Bastiaan R. Bloem, one of the co-authors of the study and Radboud University Nijmegen Medical Centre's movement disorders neurology professor, got a message from a colleague, who sent an attached video of Putin showing his right arm swinging---but with stiffness. Comparing it with other videos made him realise that it was consistent through the years.

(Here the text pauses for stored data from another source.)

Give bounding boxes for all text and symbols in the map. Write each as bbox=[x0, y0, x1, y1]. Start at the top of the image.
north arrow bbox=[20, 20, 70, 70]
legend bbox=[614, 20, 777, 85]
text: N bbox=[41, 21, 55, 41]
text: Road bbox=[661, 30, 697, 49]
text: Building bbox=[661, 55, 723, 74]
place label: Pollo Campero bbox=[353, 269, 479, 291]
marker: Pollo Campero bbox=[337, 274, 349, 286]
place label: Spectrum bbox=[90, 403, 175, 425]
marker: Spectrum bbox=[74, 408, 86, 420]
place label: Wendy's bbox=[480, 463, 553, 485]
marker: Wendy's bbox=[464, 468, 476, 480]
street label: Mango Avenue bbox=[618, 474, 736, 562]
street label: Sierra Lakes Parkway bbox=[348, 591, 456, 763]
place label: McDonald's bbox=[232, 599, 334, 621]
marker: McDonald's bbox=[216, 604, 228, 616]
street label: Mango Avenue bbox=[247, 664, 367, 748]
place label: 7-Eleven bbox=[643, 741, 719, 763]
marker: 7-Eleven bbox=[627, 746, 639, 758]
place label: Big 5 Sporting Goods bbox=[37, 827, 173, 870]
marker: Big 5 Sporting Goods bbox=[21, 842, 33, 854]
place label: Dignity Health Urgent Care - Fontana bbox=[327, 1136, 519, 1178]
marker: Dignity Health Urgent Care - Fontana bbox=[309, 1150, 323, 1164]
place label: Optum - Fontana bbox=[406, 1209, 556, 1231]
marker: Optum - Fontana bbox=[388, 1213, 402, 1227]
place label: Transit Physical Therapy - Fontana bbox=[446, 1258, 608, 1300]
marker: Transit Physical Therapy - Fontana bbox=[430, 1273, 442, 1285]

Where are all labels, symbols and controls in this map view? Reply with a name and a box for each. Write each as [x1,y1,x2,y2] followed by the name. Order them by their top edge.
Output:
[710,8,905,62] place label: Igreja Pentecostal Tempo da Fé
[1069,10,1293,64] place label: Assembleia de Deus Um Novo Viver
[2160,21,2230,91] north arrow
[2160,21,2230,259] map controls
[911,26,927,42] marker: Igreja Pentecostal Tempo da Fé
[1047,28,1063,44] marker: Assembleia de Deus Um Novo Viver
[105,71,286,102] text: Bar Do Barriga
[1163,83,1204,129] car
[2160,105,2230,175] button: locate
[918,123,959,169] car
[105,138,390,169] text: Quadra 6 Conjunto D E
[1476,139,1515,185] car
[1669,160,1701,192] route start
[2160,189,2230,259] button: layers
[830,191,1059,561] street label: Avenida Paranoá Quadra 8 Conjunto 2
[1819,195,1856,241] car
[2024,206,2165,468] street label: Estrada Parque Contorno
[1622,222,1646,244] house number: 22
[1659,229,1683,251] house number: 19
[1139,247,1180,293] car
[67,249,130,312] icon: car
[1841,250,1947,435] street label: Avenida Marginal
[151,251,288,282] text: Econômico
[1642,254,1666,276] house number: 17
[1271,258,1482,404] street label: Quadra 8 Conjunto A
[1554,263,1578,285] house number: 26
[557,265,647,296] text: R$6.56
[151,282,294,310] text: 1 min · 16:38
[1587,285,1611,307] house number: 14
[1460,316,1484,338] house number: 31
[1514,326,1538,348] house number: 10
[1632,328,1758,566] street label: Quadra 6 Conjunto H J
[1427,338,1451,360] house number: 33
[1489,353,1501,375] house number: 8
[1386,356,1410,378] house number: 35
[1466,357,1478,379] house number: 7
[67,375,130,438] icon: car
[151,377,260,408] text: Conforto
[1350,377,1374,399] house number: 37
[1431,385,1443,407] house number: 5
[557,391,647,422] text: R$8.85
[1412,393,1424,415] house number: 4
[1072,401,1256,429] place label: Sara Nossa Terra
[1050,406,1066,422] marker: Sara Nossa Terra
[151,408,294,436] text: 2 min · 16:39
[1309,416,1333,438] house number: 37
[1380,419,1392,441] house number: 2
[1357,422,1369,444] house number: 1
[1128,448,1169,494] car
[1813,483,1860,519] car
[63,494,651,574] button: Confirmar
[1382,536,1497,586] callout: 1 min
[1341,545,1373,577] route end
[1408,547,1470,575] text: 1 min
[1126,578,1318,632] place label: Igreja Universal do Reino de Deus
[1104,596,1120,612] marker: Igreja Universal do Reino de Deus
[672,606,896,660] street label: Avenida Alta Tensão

The "gunslinger gait" may have been learnt from "behavioural adaptation, possibly triggered by KGB or other forms of weapons training where trainees are taught to keep their right hand close to the chest while walking, allowing them to quickly draw a gun when faced with a foe," according to the British Medical Journal.
YouTube videos of other Russian officials in high places, such as Prime Minister Dmitry Medvedev, former defense ministers, Anatoly Serdyukov and Sergei Ivanov, as well as a senior military commander, Anatoly Sidorov, showed that minimized movement of their right arms remains unimpacted by neurological problems.